"""
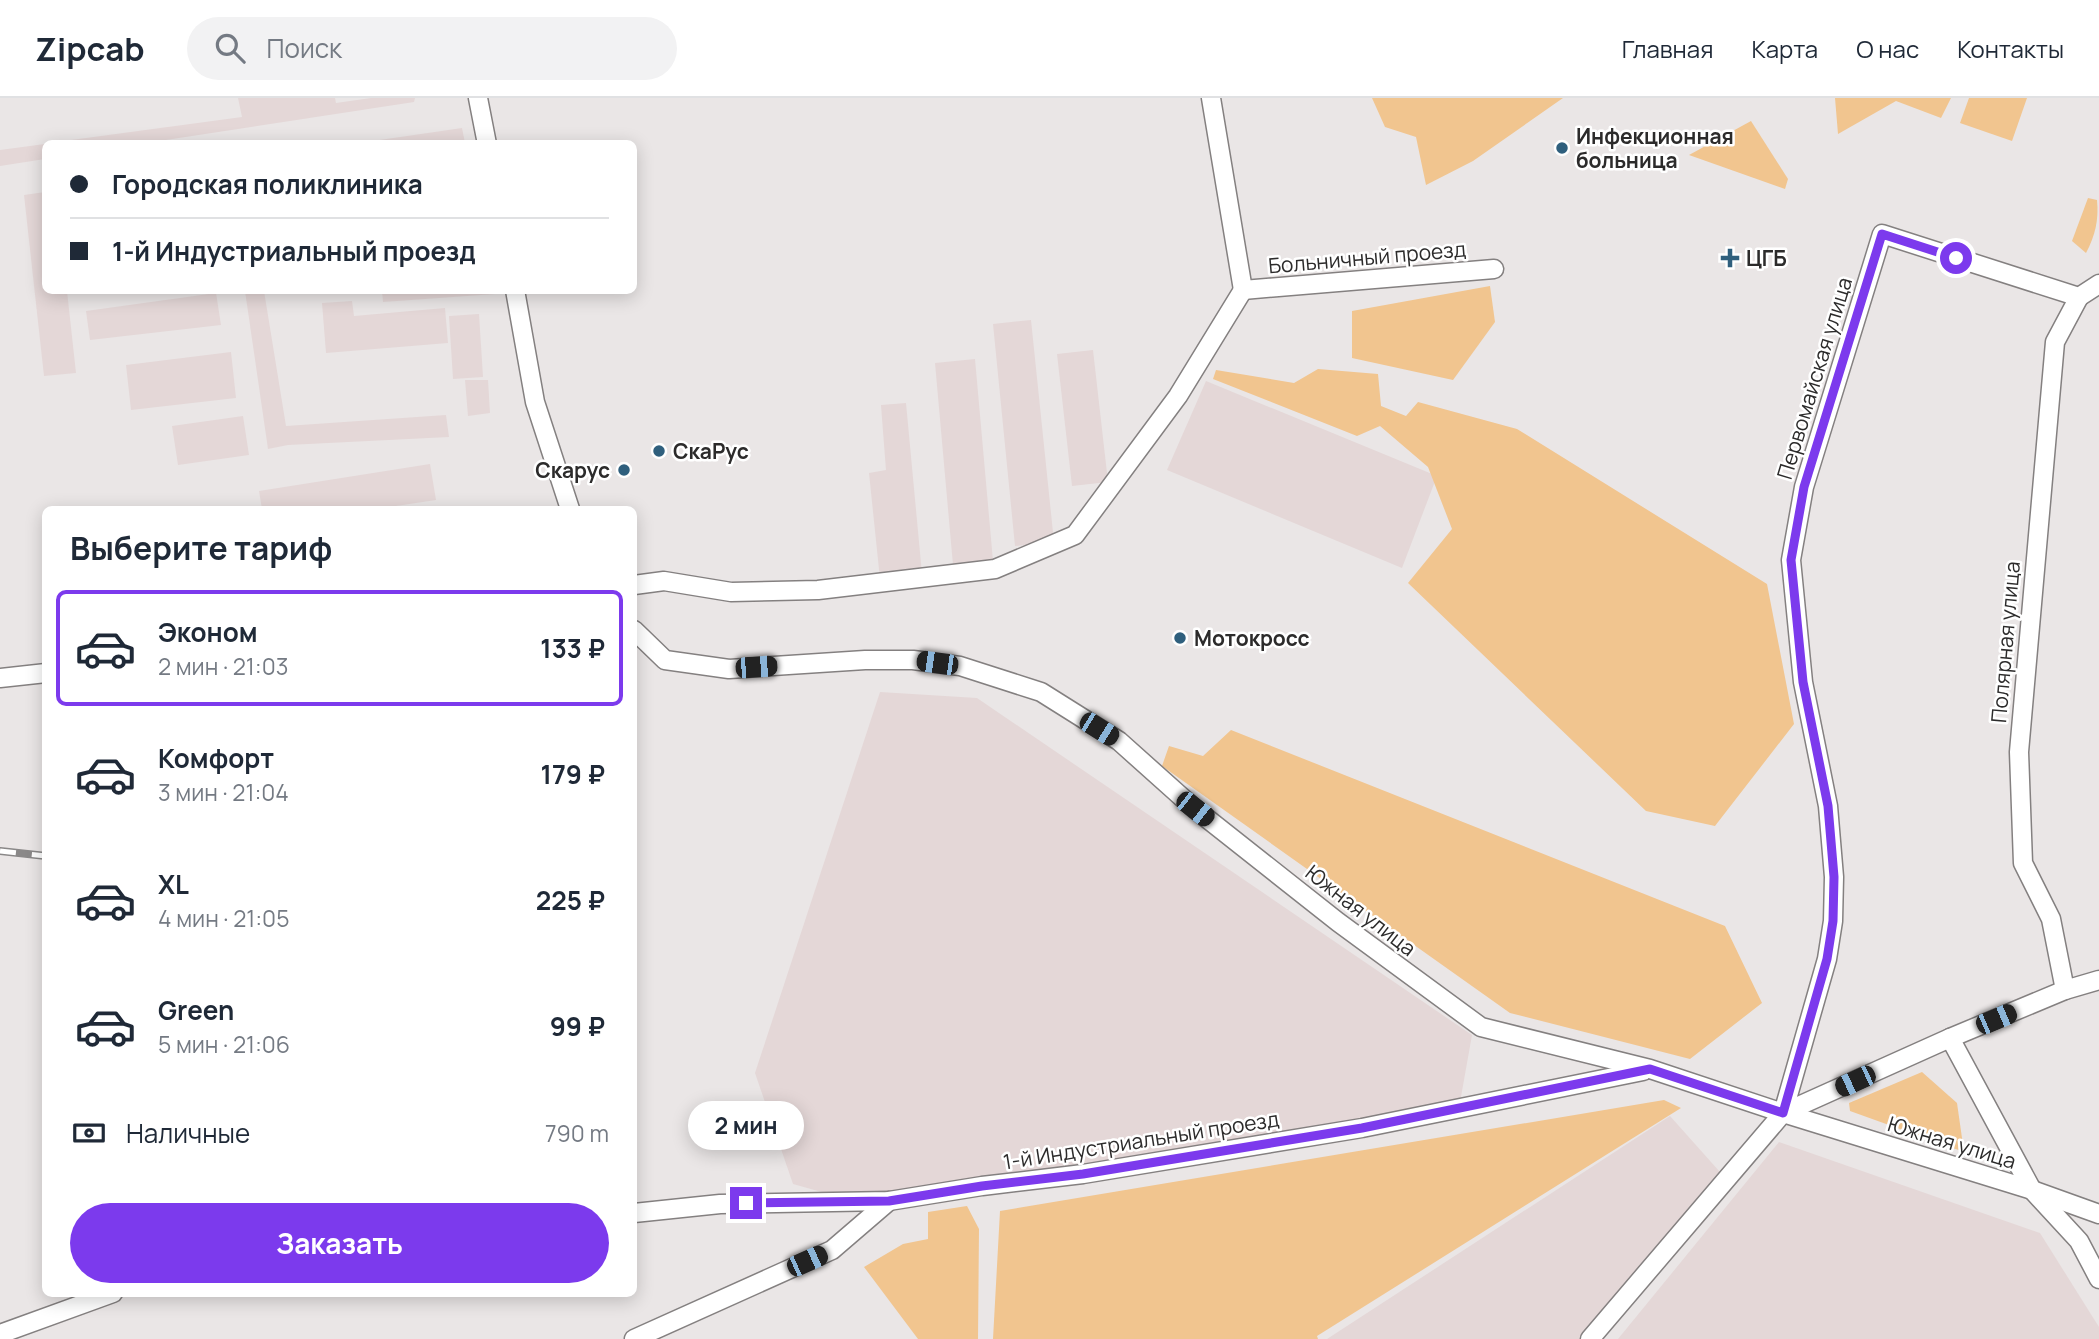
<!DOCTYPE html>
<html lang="ru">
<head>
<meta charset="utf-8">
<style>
  body { margin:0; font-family:Manrope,sans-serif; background:#f2f2f3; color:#1f2937; height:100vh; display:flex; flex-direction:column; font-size:26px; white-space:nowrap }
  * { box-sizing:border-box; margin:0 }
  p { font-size:23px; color:#747a83 }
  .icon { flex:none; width:38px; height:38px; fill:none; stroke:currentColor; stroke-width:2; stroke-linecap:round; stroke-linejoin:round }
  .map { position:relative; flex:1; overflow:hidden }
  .details { position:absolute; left:42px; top:408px; width:595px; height:791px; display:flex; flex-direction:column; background:#fff; border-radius:10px; box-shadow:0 4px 18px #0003 }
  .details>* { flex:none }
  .guide { position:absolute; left:42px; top:42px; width:595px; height:154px; border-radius:10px; box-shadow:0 4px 18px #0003; display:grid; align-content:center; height:154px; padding:0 28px; background:#fff }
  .end { position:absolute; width:32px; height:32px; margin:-16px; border:9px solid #7c3aed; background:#fff; box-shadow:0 0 0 4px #fff }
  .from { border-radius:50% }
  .bubble { position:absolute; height:49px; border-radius:24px; background:#fff; box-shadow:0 4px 18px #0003; font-size:23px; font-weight:700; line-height:49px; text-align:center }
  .car { position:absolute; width:21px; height:42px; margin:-21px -10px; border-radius:9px; box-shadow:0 0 5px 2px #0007; background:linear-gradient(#222 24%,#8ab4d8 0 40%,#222 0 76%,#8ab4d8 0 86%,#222 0) }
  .guide b { display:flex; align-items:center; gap:24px; height:66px; font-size:26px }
  .guide b+b { border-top:2px solid #e0e1e3 }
  .guide i { width:18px; height:18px; background:#1f2937 }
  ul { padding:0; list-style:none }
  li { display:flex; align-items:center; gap:21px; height:116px; margin:0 14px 10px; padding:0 14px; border:4px solid transparent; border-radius:10px }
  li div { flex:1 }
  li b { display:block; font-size:26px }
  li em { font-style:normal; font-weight:700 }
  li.on { border-color:#7c3aed }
  li>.icon { width:63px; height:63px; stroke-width:1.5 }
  h2 { padding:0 28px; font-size:32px; line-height:84px }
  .pay { display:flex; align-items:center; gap:18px; height:77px; padding:0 28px; font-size:26px }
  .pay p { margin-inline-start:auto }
  .action { display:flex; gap:14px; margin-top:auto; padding:14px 28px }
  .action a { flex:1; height:80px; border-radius:42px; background:#7c3aed; color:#fff; font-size:28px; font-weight:700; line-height:80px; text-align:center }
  header { display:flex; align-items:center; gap:42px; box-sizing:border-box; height:98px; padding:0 35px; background:#fff; border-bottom:2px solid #e0e1e3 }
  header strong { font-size:33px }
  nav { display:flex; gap:38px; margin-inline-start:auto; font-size:24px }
  .search { width:490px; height:63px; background:#f2f2f3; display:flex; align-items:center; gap:18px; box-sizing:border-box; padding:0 24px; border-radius:38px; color:#747a83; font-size:26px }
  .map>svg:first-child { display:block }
  .built { fill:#e4d7d7 }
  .green { fill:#f1c58f }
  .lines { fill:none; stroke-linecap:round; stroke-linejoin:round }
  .minor-casing { stroke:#848080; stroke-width:21 }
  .minor { stroke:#fff; stroke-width:18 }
  .rail-casing { stroke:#8a8888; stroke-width:8 }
  .rail { stroke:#fff; stroke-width:5; stroke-dasharray:16; stroke-linecap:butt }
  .route { stroke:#7c3aed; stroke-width:9 }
  .poi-dot { fill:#2f5f7d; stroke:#fff; stroke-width:2.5 }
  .labels { text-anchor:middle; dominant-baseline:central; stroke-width:5; stroke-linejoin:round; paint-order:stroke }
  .poi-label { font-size:21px; font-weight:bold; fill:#2c2b2b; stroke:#fff; text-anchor:start }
  .street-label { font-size:21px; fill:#2c2b2b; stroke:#fff }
</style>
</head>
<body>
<header>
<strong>Zipcab</strong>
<div class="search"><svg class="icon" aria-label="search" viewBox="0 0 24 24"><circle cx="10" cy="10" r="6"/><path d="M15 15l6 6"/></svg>Поиск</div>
<nav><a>Главная</a><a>Карта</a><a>О нас</a><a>Контакты</a></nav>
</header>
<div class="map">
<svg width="2099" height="1241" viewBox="0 0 2099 1241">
  <rect width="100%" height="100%" fill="#eae6e6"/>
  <!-- built -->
  <g class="built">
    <polygon points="238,0 335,0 336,5 371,0 415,0 414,4 146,45 49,45 242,19"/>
    <polygon points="462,30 465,45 359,45"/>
    <polygon points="45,46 45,61 0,68 0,52"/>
    <polygon points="45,94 46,192 67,193 76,275 44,278 24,97"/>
    <polygon points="245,193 264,193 286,328 446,317 449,339 288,347 268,351"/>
    <polygon points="495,193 495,196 383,204 382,193"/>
    <polygon points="216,195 221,227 90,242 86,213"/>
    <polygon points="352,203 354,218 445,210 448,245 326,255 322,205"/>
    <polygon points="479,216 483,279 453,281 449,218"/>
    <polygon points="1031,222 1054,444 1015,448 993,226"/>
    <polygon points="1093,252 1108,384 1072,388 1057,256"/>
    <polygon points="231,254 236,300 131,312 126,267"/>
    <polygon points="975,261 993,463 953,467 935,265"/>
    <polygon points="465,282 488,282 490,315 468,318"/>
    <polygon points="1206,283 1437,378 1402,470 1167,372"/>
    <polygon points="906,305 922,476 880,481 869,375 886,372 881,307"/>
    <polygon points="243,318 249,357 178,367 172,328"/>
    <polygon points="430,366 436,402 376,411 262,411 259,393"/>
    <polygon points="880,594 977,600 1472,937 1459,1010 875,1109 793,1086 755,975"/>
    <polygon points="1670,1018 1728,1083 1581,1241 1327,1241"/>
    <polygon points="1779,1044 2040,1135 2099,1229 2099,1241 1618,1241"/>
  </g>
  <!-- green -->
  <g class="green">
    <polygon points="1372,0 1563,0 1473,63 1426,87 1416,39 1385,29"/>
    <polygon points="1835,0 1951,0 1941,20 1896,3 1838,36"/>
    <polygon points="1969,0 2027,0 2012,43 1960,25"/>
    <polygon points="1751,23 1788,81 1785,91 1689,57"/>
    <path d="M2088,100L2097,102C2099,122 2095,138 2086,155L2072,143Z"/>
    <polygon points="1490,188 1495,224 1453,282 1352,260 1352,213"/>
    <polygon points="1318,271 1378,276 1381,308 1406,318 1418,304 1517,331 1767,486 1794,626 1715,728 1646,713 1408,485 1452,431 1428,369 1380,328 1357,338 1213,281 1216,272 1294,285"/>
    <polygon points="1231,632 1725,828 1762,905 1690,961 1510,915 1162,668 1169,648 1203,658"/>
    <polygon points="1922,974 1957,1005 1964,1054 1850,1013 1849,1005"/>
    <polygon points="1664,1002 1681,1010 1317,1238 1318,1241 993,1241 1000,1113"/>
    <polygon points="967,1108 979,1131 978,1241 918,1241 864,1169 903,1146 928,1141 928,1114"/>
  </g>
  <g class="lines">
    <!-- minor casing -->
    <g class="minor-casing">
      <g id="minor">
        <polyline points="478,0 487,46"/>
        <polyline points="1211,0 1243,192"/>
        <polyline points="515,192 535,304 570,411"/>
        <polyline points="1243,192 1494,171"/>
        <polyline points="634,487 664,483 731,494 818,492 995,471 1075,437 1178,298 1243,192"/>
        <polyline points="634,532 665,562 729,571 865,562 913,562 960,568 1041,594 1119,643 1195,711 1338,824 1481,929 1650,971 1783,1015 2032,1092 2099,1116"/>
        <polyline points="0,580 46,575"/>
        <polyline points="2065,892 2051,821 2023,765 2019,654 2055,244 2079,199"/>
        <polyline points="1950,940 2032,1092 2079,1143 2099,1181"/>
        <polyline points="1783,1015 1827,861 1833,823 1834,779 1828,708 1803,584 1791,462 1804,389 1882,136 2079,199 2099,186"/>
        <polyline points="634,1115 720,1106 889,1103 982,1088 1083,1076 1362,1030 1643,973"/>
        <polyline points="0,1236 113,1195"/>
        <polyline points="634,1241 832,1152 889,1103"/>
        <polyline points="1590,1241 1783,1015 1950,940 2065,892 2099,882"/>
      </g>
    </g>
    <!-- minor -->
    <use href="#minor" class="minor"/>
    <!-- rail casing -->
    <g class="rail-casing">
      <polyline id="rail" points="0,753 46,758"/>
    </g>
    <!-- rail -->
    <use href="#rail" class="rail"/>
  </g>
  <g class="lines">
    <!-- route -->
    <polyline class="route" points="746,1105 889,1103 982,1088 1083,1076 1362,1030 1650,971 1783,1015 1827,861 1833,823 1834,779 1828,708 1803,584 1791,462 1804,389 1882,136 1956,160"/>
  </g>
  <!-- markers -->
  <g class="poi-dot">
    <circle cx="1562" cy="50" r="7"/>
    <path d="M1726.5 149.5h7v7h7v7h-7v7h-7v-7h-7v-7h7z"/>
    <circle cx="659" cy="353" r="7"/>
    <circle cx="624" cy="372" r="7"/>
    <circle cx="1180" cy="540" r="7"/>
  </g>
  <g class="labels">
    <!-- poi labels -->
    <g class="poi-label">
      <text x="1576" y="38">Инфекционная<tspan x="1576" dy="24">больница</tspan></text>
      <text x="1746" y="160">ЦГБ</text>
      <text x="673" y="353">СкаРус</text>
      <text x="610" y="372" text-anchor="end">Скарус</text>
      <text x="1194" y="540">Мотокросс</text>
    </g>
    <!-- street labels -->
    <g class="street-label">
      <text transform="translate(1367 159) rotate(-5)">Больничный проезд</text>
      <text transform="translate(1814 280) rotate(-73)">Первомайская улица</text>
      <text transform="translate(2005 544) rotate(-85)">Полярная улица</text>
      <text transform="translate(1361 812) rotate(38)">Южная улица</text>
      <text transform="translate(1141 1042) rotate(-9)">1-й Индустриальный проезд</text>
      <text transform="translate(1952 1044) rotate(17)">Южная улица</text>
    </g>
  </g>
</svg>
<i class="end from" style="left:1956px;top:160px"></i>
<i class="end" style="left:746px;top:1105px"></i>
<div class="bubble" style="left:688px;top:1003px;width:116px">2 мин</div>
<i class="car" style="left:937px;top:565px;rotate:278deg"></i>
<i class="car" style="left:756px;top:569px;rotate:86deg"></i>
<i class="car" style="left:1099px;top:631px;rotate:122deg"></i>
<i class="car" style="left:1195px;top:711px;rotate:128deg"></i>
<i class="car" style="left:1996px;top:921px;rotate:67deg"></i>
<i class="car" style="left:1855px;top:983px;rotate:245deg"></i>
<i class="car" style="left:807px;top:1163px;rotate:66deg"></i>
<div class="guide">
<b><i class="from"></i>Городская поликлиника</b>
<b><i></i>1-й Индустриальный проезд</b>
</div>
<section class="details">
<h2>Выберите тариф</h2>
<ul>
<li class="on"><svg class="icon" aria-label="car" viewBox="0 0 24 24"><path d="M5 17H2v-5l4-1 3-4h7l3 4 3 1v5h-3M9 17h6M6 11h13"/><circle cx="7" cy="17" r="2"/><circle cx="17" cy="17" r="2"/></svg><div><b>Эконом</b><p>2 мин · 21:03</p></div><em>133 ₽</em></li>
<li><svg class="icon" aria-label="car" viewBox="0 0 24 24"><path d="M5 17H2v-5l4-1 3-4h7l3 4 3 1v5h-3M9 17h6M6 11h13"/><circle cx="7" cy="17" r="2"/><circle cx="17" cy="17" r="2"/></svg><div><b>Комфорт</b><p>3 мин · 21:04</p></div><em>179 ₽</em></li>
<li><svg class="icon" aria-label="car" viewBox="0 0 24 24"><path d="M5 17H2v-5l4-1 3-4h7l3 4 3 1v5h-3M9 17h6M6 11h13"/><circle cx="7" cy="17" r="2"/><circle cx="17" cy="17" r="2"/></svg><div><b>XL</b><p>4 мин · 21:05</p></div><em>225 ₽</em></li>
<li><svg class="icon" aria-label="car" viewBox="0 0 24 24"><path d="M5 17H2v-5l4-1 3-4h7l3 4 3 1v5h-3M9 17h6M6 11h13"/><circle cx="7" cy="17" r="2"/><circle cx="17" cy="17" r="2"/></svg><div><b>Green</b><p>5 мин · 21:06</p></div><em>99 ₽</em></li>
</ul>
<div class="pay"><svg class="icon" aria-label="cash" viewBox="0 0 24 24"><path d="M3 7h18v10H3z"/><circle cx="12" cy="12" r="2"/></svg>Наличные<p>790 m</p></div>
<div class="action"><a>Заказать</a></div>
</section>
</div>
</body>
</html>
"""
• [Problem details] Would you retype the lines above from the one with "flex:none; width:38px; height:38px;" down to the one with "display:flex; gap:14px; margin-top:auto;", word for word, both ends included and no other lines?

• [Answer section]
  .icon { flex:none; width:38px; height:38px; fill:none; stroke:currentColor; stroke-width:2; stroke-linecap:round; stroke-linejoin:round }
  .map { position:relative; flex:1; overflow:hidden }
  .details { position:absolute; left:42px; top:408px; width:595px; height:791px; display:flex; flex-direction:column; background:#fff; border-radius:10px; box-shadow:0 4px 18px #0003 }
  .details>* { flex:none }
  .guide { position:absolute; left:42px; top:42px; width:595px; height:154px; border-radius:10px; box-shadow:0 4px 18px #0003; display:grid; align-content:center; height:154px; padding:0 28px; background:#fff }
  .end { position:absolute; width:32px; height:32px; margin:-16px; border:9px solid #7c3aed; background:#fff; box-shadow:0 0 0 4px #fff }
  .from { border-radius:50% }
  .bubble { position:absolute; height:49px; border-radius:24px; background:#fff; box-shadow:0 4px 18px #0003; font-size:23px; font-weight:700; line-height:49px; text-align:center }
  .car { position:absolute; width:21px; height:42px; margin:-21px -10px; border-radius:9px; box-shadow:0 0 5px 2px #0007; background:linear-gradient(#222 24%,#8ab4d8 0 40%,#222 0 76%,#8ab4d8 0 86%,#222 0) }
  .guide b { display:flex; align-items:center; gap:24px; height:66px; font-size:26px }
  .guide b+b { border-top:2px solid #e0e1e3 }
  .guide i { width:18px; height:18px; background:#1f2937 }
  ul { padding:0; list-style:none }
  li { display:flex; align-items:center; gap:21px; height:116px; margin:0 14px 10px; padding:0 14px; border:4px solid transparent; border-radius:10px }
  li div { flex:1 }
  li b { display:block; font-size:26px }
  li em { font-style:normal; font-weight:700 }
  li.on { border-color:#7c3aed }
  li>.icon { width:63px; height:63px; stroke-width:1.5 }
  h2 { padding:0 28px; font-size:32px; line-height:84px }
  .pay { display:flex; align-items:center; gap:18px; height:77px; padding:0 28px; font-size:26px }
  .pay p { margin-inline-start:auto }
  .action { display:flex; gap:14px; margin-top:auto; padding:14px 28px }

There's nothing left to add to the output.